The stench was awesome, titanic, a living thing. It crawled on the breeze, pressed against me, and I vomited again. This time it was long strands of gooey white, splatting. Coming from nowhere and passing through me, landing in twisting runnels.
Just like cotton candy! a gleeful, hateful voice crowed inside my head. The eggwhite was all over me, loathsome slime turning the sand into rasping dampness.
I squeezed my knees together, bent over, and whooped in a deep breath. The wasps crawled, and other bits of insect life clung to me. Maggots. Other things. Of course—out in the desert, the bugs get to you. Especially in a shallow grave, when there’s been trauma to the tissues.

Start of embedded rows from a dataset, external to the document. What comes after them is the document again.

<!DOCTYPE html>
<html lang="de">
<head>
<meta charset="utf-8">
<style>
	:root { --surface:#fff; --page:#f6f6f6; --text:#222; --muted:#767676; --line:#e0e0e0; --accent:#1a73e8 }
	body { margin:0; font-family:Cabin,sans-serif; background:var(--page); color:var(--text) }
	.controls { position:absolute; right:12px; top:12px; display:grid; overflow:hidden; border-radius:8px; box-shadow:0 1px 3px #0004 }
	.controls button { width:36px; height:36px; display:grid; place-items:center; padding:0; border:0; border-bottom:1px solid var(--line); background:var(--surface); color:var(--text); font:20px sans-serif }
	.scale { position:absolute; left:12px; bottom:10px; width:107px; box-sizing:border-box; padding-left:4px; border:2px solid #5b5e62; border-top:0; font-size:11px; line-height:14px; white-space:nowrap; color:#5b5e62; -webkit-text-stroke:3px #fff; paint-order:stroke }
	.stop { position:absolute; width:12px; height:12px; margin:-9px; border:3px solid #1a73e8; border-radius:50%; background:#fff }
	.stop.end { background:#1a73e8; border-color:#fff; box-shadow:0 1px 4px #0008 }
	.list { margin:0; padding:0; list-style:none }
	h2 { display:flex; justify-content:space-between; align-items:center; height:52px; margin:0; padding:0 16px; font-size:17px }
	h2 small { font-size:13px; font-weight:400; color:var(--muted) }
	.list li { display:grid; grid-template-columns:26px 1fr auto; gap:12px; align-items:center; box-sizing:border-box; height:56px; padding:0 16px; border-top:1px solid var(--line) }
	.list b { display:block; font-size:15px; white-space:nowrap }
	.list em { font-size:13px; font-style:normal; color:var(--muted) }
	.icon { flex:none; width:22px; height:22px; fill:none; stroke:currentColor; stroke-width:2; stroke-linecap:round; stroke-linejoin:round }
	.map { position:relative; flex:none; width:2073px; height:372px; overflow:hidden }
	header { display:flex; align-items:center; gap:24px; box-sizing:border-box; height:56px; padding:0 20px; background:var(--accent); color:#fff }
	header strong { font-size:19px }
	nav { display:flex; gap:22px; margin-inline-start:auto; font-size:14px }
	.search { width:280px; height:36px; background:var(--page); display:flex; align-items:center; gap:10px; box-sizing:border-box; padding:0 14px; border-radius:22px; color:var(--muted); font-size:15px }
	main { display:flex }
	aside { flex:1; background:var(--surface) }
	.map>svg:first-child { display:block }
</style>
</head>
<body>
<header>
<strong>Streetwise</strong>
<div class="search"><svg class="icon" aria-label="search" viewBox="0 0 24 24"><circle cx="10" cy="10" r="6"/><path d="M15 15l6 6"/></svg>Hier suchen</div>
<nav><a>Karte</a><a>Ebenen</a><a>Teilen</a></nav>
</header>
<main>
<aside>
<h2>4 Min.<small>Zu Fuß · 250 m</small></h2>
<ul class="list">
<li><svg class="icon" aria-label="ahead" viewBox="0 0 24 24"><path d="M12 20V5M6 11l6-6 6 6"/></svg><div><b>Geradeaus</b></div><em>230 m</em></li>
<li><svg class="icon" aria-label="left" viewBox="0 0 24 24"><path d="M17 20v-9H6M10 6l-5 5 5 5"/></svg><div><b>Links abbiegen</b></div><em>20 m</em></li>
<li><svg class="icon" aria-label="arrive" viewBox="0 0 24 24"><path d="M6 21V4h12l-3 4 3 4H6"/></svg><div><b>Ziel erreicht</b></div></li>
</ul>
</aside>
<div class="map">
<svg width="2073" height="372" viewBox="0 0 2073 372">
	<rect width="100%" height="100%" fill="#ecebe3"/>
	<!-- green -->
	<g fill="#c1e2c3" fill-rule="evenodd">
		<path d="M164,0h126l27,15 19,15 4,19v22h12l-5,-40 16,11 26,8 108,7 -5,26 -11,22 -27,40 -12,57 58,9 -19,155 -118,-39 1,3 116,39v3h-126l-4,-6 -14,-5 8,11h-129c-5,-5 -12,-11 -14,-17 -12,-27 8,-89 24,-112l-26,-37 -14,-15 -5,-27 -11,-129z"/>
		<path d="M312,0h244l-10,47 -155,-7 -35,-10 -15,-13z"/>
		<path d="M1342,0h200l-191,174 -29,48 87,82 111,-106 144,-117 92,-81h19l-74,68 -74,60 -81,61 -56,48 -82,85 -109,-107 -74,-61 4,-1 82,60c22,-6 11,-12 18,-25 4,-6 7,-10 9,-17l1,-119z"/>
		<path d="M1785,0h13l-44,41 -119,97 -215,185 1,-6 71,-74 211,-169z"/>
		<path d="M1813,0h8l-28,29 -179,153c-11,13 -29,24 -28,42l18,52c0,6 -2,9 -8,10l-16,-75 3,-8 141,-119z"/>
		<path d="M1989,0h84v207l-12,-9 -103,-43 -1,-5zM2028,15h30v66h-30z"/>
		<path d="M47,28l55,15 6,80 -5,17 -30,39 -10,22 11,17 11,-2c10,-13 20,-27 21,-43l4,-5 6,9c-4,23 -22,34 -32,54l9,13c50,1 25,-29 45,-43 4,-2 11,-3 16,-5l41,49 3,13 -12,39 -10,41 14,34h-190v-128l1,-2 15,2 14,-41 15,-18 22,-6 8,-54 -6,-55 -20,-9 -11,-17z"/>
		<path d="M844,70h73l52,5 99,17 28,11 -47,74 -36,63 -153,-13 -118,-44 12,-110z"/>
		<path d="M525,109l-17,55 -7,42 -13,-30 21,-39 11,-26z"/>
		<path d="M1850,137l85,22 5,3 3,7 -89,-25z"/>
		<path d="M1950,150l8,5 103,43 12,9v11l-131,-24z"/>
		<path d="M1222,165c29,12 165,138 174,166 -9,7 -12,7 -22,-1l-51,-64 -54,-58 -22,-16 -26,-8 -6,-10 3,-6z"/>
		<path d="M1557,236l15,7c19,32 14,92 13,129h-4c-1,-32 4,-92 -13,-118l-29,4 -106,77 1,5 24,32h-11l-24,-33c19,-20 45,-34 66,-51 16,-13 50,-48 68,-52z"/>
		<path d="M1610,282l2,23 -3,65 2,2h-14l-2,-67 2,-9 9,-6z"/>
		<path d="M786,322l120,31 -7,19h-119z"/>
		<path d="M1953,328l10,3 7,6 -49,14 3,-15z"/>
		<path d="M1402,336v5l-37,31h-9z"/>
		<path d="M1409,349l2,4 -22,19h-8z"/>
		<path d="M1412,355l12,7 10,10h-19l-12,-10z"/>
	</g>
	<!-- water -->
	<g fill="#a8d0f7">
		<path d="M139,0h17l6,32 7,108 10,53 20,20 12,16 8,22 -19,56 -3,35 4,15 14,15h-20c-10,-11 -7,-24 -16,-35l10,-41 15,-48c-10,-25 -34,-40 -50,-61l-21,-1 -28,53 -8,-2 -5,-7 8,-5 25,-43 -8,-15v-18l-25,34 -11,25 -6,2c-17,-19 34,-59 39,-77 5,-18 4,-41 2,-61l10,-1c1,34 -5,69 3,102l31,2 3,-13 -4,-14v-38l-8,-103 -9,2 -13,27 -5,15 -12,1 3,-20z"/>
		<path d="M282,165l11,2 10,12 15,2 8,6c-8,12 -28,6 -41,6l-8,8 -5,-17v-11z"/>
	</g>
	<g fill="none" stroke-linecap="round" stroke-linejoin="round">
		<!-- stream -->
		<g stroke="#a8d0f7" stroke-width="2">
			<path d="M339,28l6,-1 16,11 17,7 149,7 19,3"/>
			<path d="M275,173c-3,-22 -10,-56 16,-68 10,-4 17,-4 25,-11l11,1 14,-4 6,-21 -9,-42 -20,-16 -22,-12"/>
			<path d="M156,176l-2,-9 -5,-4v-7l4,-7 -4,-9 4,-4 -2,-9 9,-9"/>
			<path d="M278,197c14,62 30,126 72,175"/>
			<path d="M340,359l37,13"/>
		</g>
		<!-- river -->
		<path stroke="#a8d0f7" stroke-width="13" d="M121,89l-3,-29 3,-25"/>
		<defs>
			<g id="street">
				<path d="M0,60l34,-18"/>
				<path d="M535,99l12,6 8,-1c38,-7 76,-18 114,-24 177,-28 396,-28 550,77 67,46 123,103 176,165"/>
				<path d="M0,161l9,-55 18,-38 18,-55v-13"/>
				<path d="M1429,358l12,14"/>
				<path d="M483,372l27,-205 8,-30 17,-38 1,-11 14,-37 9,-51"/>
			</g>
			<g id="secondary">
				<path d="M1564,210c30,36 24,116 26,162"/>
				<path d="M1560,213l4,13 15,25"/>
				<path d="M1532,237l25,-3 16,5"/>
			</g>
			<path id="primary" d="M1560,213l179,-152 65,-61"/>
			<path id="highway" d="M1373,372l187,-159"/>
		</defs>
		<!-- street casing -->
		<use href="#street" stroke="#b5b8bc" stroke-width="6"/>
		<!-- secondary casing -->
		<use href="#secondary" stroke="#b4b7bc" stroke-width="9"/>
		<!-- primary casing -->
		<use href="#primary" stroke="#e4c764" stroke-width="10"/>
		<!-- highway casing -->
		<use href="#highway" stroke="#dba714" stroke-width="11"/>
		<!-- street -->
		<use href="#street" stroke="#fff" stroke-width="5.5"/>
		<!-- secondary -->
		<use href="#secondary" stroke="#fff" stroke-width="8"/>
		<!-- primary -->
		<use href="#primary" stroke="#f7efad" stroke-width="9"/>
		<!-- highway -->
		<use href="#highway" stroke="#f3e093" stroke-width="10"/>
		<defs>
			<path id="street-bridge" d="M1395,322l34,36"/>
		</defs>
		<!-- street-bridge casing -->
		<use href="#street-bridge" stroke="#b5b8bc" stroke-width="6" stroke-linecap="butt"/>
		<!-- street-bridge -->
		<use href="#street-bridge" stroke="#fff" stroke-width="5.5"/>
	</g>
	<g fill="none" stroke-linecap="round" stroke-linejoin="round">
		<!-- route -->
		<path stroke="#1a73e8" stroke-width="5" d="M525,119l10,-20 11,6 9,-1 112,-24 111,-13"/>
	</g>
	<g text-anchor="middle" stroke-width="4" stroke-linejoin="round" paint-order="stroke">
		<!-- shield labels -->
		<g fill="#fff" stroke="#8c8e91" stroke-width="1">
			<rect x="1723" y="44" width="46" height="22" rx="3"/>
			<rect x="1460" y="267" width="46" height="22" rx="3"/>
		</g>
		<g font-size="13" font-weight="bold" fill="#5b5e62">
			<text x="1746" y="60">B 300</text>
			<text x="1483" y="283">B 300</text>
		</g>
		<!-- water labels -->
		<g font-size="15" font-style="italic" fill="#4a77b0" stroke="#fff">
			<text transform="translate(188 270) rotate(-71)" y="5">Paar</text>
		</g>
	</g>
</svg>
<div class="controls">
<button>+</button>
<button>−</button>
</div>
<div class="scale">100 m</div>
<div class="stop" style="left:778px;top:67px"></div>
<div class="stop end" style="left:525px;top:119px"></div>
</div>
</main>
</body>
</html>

I grabbed my head. The sound was immense, filling me to the brim, the roaring swallowing my scream. Gobbets of rotting flesh fell away, the wasps angrily swarming, and the train rumbled away into the distance.
Leaving me alone. In the night.
In the dark.
I tore at the rotting flesh cloaking me. It peeled away in noisome strips, and under it I was whole, slick with slime. I retched again, a huge tearing coming all the way up from my toes, and produced an amazing gout of that slippery eggwhite stuff again.
Ectoplasm? But—The thought floated away as the pain came down on me, laid me open. Skull cracked wide, bones twisting, everything in me creaking and re-forming. My knees refused to give, my short-bitten nails dug through the cloak of rotting and found my own skin underneath.
I scrambled along the retaining wall. The grave yawned, leering, crawling with disturbed insect life. I fell on sand, grubbed up handfuls of it, and scrubbed at myself. I didn’t care if it stripped skin off and left me bleeding, didn’t care if it went down to bone, I just wanted the rot away.